Top of Data records
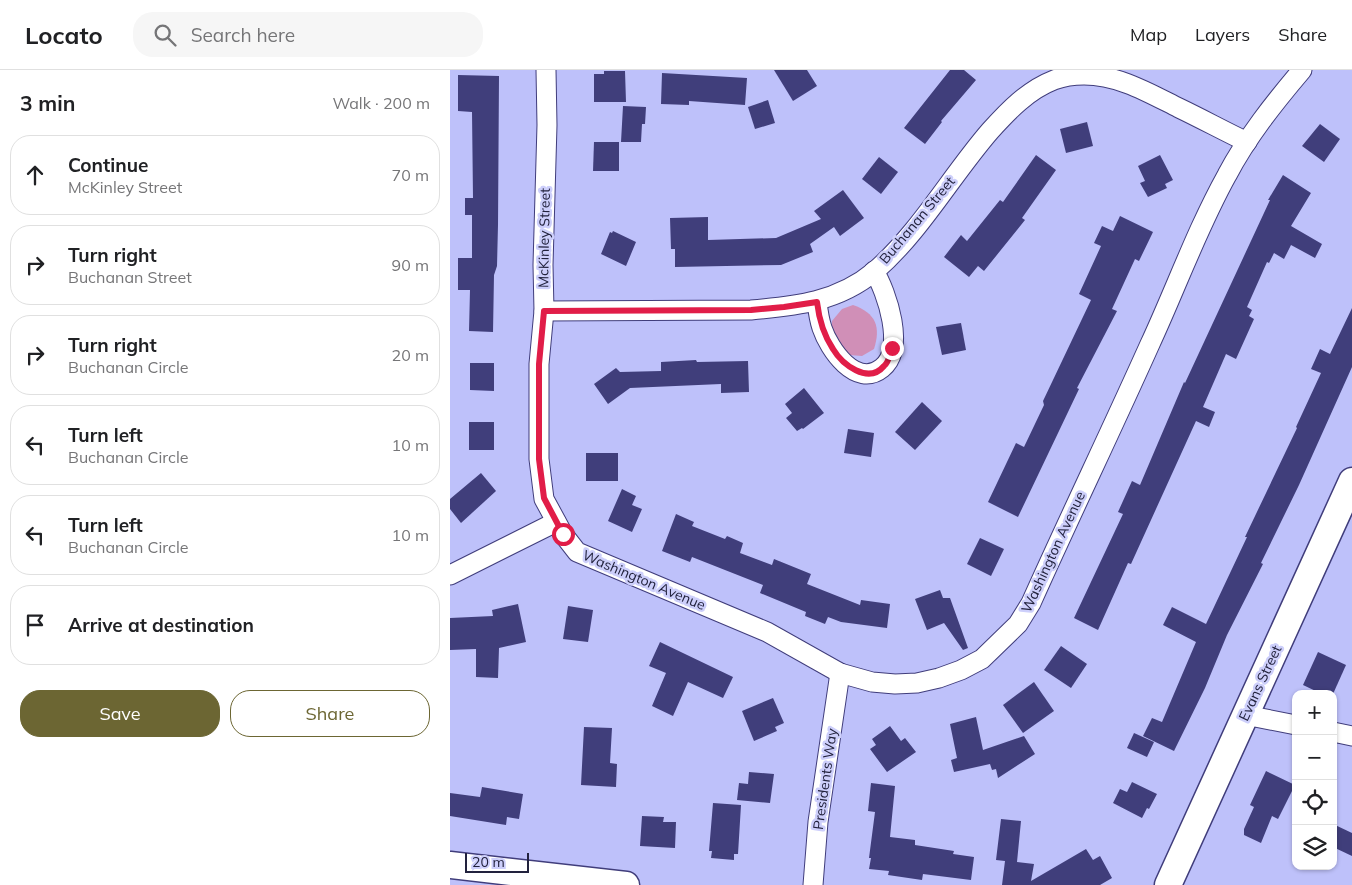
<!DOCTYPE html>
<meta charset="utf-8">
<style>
body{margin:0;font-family:Mulish,sans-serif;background:#f6f6f6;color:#202124}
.controls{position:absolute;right:15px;bottom:15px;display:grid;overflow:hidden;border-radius:10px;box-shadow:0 1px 4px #0004}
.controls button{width:45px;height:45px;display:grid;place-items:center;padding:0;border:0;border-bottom:1px solid #e0e0e0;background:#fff;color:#202124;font:25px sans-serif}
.scale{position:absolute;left:15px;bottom:12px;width:64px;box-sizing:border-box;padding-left:5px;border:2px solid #22223d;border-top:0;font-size:14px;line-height:18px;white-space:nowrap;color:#22223d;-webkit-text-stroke:4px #cdcffb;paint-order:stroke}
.stop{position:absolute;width:15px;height:15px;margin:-11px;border:4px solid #e11d48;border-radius:50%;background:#fff}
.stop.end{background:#e11d48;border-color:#fff;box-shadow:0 1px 5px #0008}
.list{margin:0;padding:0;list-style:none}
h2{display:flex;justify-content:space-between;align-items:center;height:65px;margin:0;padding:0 20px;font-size:21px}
h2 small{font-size:16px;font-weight:400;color:#757577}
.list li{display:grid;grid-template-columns:32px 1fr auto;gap:15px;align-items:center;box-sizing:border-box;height:80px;margin:0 10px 10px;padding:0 10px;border:1px solid #e0e0e0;border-radius:20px}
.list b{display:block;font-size:19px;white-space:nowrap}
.list p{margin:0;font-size:16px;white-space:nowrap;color:#757577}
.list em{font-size:16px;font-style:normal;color:#757577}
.actions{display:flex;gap:10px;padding:15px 20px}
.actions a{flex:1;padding:11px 0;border:1px solid #6c6633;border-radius:20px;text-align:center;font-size:18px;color:#6c6633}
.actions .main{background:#6c6633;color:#fff}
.icon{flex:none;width:28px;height:28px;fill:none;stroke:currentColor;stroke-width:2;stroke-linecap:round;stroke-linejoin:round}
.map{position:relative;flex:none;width:902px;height:815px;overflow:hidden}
header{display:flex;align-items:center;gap:30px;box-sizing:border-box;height:70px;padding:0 25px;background:#fff;border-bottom:1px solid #e0e0e0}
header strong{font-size:24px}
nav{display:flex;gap:28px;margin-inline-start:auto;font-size:18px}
.search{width:350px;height:45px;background:#f6f6f6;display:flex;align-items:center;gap:12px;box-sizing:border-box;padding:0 18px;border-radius:20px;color:#757577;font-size:19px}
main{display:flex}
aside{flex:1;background:#fff}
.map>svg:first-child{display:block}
</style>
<header>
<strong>Locato</strong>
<div class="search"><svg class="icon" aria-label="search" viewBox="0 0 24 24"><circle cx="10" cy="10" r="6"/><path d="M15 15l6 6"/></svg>Search here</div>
<nav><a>Map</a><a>Layers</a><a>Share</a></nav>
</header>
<main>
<aside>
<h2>3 min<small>Walk · 200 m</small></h2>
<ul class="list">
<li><svg class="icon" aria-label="ahead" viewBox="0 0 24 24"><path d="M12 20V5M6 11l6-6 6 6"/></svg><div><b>Continue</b><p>McKinley Street</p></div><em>70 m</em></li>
<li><svg class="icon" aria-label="right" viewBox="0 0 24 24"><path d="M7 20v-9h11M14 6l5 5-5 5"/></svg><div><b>Turn right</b><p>Buchanan Street</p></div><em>90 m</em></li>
<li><svg class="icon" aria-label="right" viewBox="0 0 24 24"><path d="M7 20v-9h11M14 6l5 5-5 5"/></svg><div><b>Turn right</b><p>Buchanan Circle</p></div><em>20 m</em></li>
<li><svg class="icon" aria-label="left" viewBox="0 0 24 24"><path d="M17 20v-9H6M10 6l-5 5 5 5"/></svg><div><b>Turn left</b><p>Buchanan Circle</p></div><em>10 m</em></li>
<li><svg class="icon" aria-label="left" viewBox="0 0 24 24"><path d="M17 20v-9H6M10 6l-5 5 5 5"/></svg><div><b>Turn left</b><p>Buchanan Circle</p></div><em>10 m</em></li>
<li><svg class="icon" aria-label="arrive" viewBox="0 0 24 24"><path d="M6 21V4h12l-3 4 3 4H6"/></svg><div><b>Arrive at destination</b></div></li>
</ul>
<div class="actions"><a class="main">Save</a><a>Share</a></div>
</aside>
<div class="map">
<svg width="902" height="815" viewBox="0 0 902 815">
<rect width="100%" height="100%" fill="#bec1fa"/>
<path fill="#d08fb7" d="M403,235C426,243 431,257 424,279L412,286L399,285L382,266V251L392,239Z"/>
<g fill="#403e7b">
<path d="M324,0H357L367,16L343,31Z"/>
<path d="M500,0H514L526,10L491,51L492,52L475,74L454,58Z"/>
<path d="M154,1H175L176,32H144V4H154Z"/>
<path d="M212,3L297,8L295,35L239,31V35L211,34Z"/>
<path d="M8,5L49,6L48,155L47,196L44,205L43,262L19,261L20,220H8V188H22V145H15V128H23L22,42L8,41Z"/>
<path d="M318,30L325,53L305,59L298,37Z"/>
<path d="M173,36L196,37L195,54H192L191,72H171Z"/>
<path d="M637,52L643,76L616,83L610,59Z"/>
<path d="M870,54L890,69L874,92L852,76Z"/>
<path d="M144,72H169V101H143Z"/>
<path d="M586,85L606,100L572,148L575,150L534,201L528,196L519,207L494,187L511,165L517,171L550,130L553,132Z"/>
<path d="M710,85L723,110L715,114L717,118L698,127L690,113L695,111L688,96Z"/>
<path d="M429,87L448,102L431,124L412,109Z"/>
<path d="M833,105L861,123L841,156L872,174L865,188L841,175L834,189L824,183L819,193L817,192L797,237L802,240L799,246L804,249L786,289L776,284L753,337L765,342L759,357L746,351L681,494L678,493L648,560L624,548L673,444L668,442L682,411L690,415L734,312L735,313L820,130H818Z"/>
<path d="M393,120L414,148L390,166L384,157L360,174L363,182L331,195L225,197V179H221L220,148L258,147V170L326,168L371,149L364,141Z"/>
<path d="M670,146L703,162L689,191L685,189L662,239L667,241L627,318L629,319L568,447L538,432L566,373L574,377L594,335L593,331L641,230L629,224L651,176L644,173L652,156L663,161Z"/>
<path d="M163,161L186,172L176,196L151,184L160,162L162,163Z"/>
<path d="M902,238V297L849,415L811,493L813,494L777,565L755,618L724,681L693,666L702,648L712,652L746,572L713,555L722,537L756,554L797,467H795L847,358L846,357L871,303L861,299L870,279L880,284Z"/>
<path d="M511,253L516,280L492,285L486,257Z"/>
<path d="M246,290L247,292L298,291L299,322L271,323V314L180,318L158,334L144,314L166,298L170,302L211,301V292Z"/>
<path d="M20,293H44V321L20,320Z"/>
<path d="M354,318L374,343L353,359L352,358L347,361L336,348L342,343L335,334Z"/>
<path d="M472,332L492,351L465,380L445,362Z"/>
<rect x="19" y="352" width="25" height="28"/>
<path d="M398,359L424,363L421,387L394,383Z"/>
<rect x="136" y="383" width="32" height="28"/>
<path d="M31,403L46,421L11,453L0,439V429Z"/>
<path d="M172,419L186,426L182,435L192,439L182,462L158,451Z"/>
<path d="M226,444L244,452L242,456L275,469L277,466L293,473L290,483L322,495L324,489L361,504L357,514L410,535L411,530L440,534L437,558L391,552L378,547L375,554L355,546L356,542L310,523L313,515L242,487L240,492L212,481Z"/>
<path d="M530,468L554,479L541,506L517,494Z"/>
<path d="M490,520L493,528H500L518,578L513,580L494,553L477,560L465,529Z"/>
<path d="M68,534L76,572L49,578L48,608L26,607V579L0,580V548L43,546L42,540Z"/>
<path d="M118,536L143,540L138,572L113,569Z"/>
<path d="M210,572L283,607L273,628L238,612L223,646L202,636L216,603L199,596Z"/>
<path d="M611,576L637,594L621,618L594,600Z"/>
<path d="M868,582L896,595L883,624H872L853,615Z"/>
<path d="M584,612L604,641L573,663L553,635Z"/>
<path d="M323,628L334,653L325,657L327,661L304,671L292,641Z"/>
<path d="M526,647L533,680L574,666L585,684L548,708L546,699L542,700L540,694L504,702L501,690L507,688L500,654Z"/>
<path d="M440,656L451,671L455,668L466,682L437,702L420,679L426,675L422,669Z"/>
<path d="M134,657L162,658L160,693L167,694L166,717L131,715Z"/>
<path d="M684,663L704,672L697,687L677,678Z"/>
<path d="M816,701L845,715L828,749L822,746L811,773L794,765V759L804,737L800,735Z"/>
<path d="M299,702L324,704L320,733L287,730L289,713L298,714Z"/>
<path d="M682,712L707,724L699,739L697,738L692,748L663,733L670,719L677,722Z"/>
<path d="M421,713L445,716L440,767L465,770V775L504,781L503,784L524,787L521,810L473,804L472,810L438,805L439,801L419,799L421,788H419L425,742L418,741Z"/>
<path d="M32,717L73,724L69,749L57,747L56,755L0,746V723L30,727Z"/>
<path d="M263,733L291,735L288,784H284V790L261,788L262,781H259Z"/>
<path d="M192,746L214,747L213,752H226L225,778L190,776Z"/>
<path d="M551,749L571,751L567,792L584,794L581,811L636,779L643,790L650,786L662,808L650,815H552L555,791L546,790Z"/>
<path d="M883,754L902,763V786L883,777Z"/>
</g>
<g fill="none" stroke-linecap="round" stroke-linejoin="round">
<defs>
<g id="street">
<path d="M96,0L97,55L93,195L94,241L89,294V389L94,429L113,464L127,482L317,562L390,603L422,612L445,614L467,613L489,608L511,600L532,589L568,554L581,533C620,446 661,361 700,274C726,218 747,159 777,105C797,67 824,33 852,0"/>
<path d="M367,232C368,241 369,249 372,258C379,279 406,319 432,298C456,279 437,222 424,201"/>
<path d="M94,241L301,240C346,236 388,232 425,201C470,162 501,106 540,61C558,41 578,20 604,10C612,7 625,5 634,5C669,5 699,23 729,38C752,49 774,61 797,72"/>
<path d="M0,505L106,452"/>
<path d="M795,645L846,655"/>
<path d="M883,662L902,666"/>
<path d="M363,815L368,752L390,603"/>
</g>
<g id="secondary">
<path d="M0,795L176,815"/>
<path d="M718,815L902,411"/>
</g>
</defs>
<use href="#street" stroke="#403d7b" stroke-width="21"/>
<use href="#secondary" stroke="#403d7b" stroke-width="29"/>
<use href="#street" stroke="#fff" stroke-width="19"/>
<use href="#secondary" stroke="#fff" stroke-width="26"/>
</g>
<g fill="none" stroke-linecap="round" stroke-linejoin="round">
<path stroke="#e11d48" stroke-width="6" d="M113,464L94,428L89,389V294L94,241L301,240L334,237L367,232C369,249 373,264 383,279C392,294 418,315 434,296C439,292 440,284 442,278"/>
</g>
<g text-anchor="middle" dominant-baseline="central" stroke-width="5" stroke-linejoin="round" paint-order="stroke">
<g font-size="14" fill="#22223d" stroke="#cdcffb">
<text transform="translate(467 150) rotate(-50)">Buchanan Street</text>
<text transform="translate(94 168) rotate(-89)">McKinley Street</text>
<text transform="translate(603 482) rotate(-65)">Washington Avenue</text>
<text transform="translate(194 510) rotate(23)">Washington Avenue</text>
<text transform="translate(810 613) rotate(-65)">Evans Street</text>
<text transform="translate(375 709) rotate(-82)">Presidents Way</text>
</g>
</g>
</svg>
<div class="controls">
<button>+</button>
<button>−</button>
<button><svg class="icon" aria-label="locate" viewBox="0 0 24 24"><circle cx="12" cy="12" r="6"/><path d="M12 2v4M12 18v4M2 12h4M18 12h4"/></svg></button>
<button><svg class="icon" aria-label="layers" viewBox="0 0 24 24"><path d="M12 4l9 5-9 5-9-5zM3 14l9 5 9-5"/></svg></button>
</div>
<div class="scale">20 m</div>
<div class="stop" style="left:113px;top:464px"></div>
<div class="stop end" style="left:442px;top:278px"></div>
</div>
</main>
Bottom of Data records
__Requirement__.
Within the records above, count the lines that hold the word "controls" and give only that number.

__Answer to the exercise__.
3